Extracted data ::

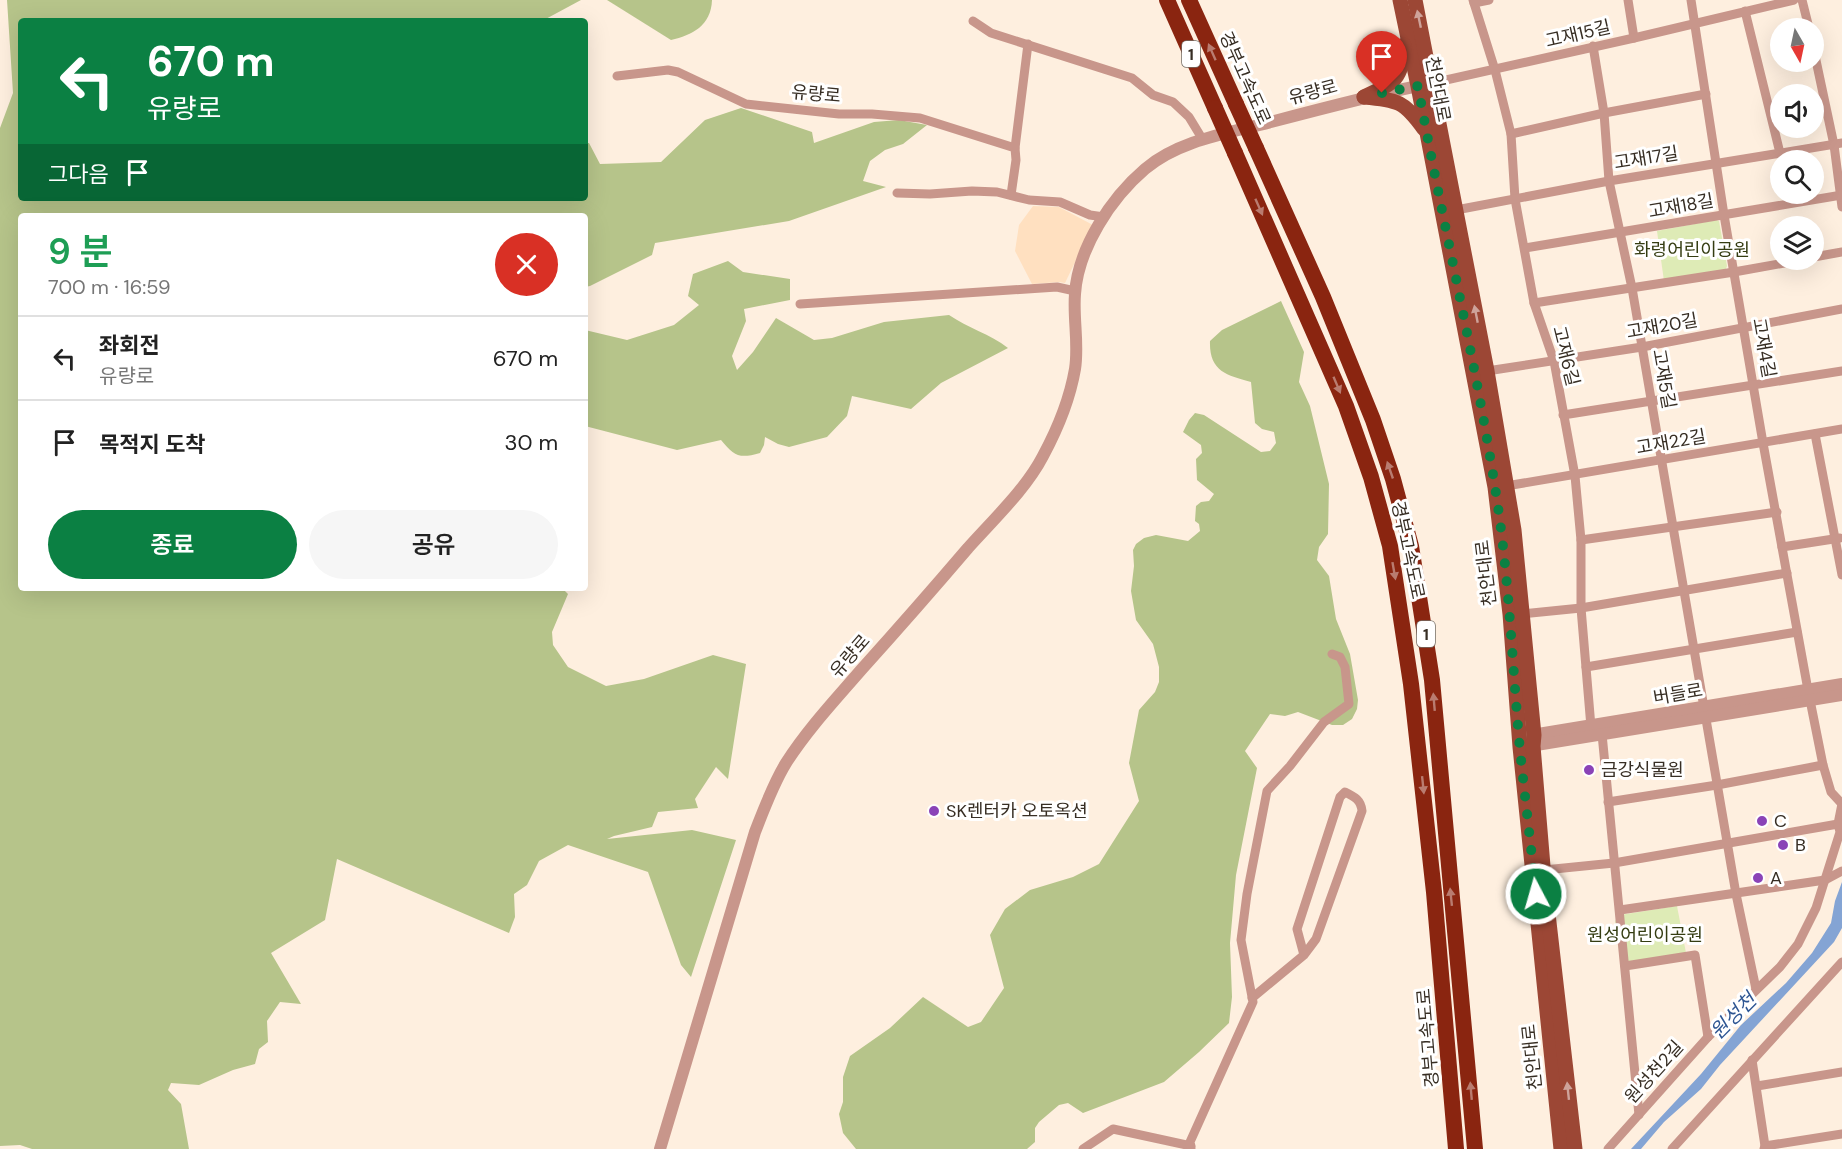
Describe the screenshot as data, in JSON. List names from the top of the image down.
{
  "streets": {
    "highway": ["1", "경부고속도로"],
    "main road": ["천안대로"],
    "street": [
      "고재15길",
      "유량로",
      "고재17길",
      "고재18길",
      "고재20길",
      "고재4길",
      "고재6길",
      "고재5길",
      "고재22길",
      "버들로",
      "원성천2길"
    ]
  },
  "crossings": [
    ["고재15길", "천안대로"],
    ["고재15길", "유량로"],
    ["고재15길", "고재4길"],
    ["고재15길", "고재6길"],
    ["고재15길", "고재5길"],
    ["천안대로", "유량로"],
    ["천안대로", "고재17길"],
    ["천안대로", "고재20길"],
    ["천안대로", "고재22길"],
    ["천안대로", "버들로"],
    ["고재17길", "고재4길"],
    ["고재17길", "고재6길"],
    ["고재17길", "고재5길"],
    ["고재18길", "고재4길"],
    ["고재18길", "고재6길"],
    ["고재18길", "고재5길"],
    ["고재20길", "고재4길"],
    ["고재20길", "고재6길"],
    ["고재20길", "고재5길"],
    ["고재4길", "고재22길"],
    ["고재4길", "버들로"],
    ["고재4길", "원성천2길"],
    ["고재6길", "고재22길"],
    ["고재6길", "버들로"],
    ["고재5길", "고재22길"],
    ["고재5길", "버들로"],
    ["고재5길", "원성천2길"]
  ],
  "water": ["원성천"],
  "parks": ["화령어린이공원", "원성어린이공원"],
  "places": [
    "금강식물원",
    "SK렌터카 오토옥션",
    "C",
    "B",
    "A"
  ],
  "north": "bottom",
  "page": {
    "turn": ["670 m", "유량로"],
    "then": "그다음",
    "heading": ["9 분", "700 m · 16:59"],
    "list": [
      {
        "name": "좌회전",
        "note": "유량로",
        "value": "670 m"
      },
      {
        "name": "목적지 도착",
        "value": "30 m"
      }
    ],
    "buttons": ["종료", "공유"]
  }
}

Requirement :: Your answer should consist of all lines above that include the string "천안대로".

Answer section ::
    "main road": ["천안대로"],
    ["고재15길", "천안대로"],
    ["천안대로", "유량로"],
    ["천안대로", "고재17길"],
    ["천안대로", "고재20길"],
    ["천안대로", "고재22길"],
    ["천안대로", "버들로"],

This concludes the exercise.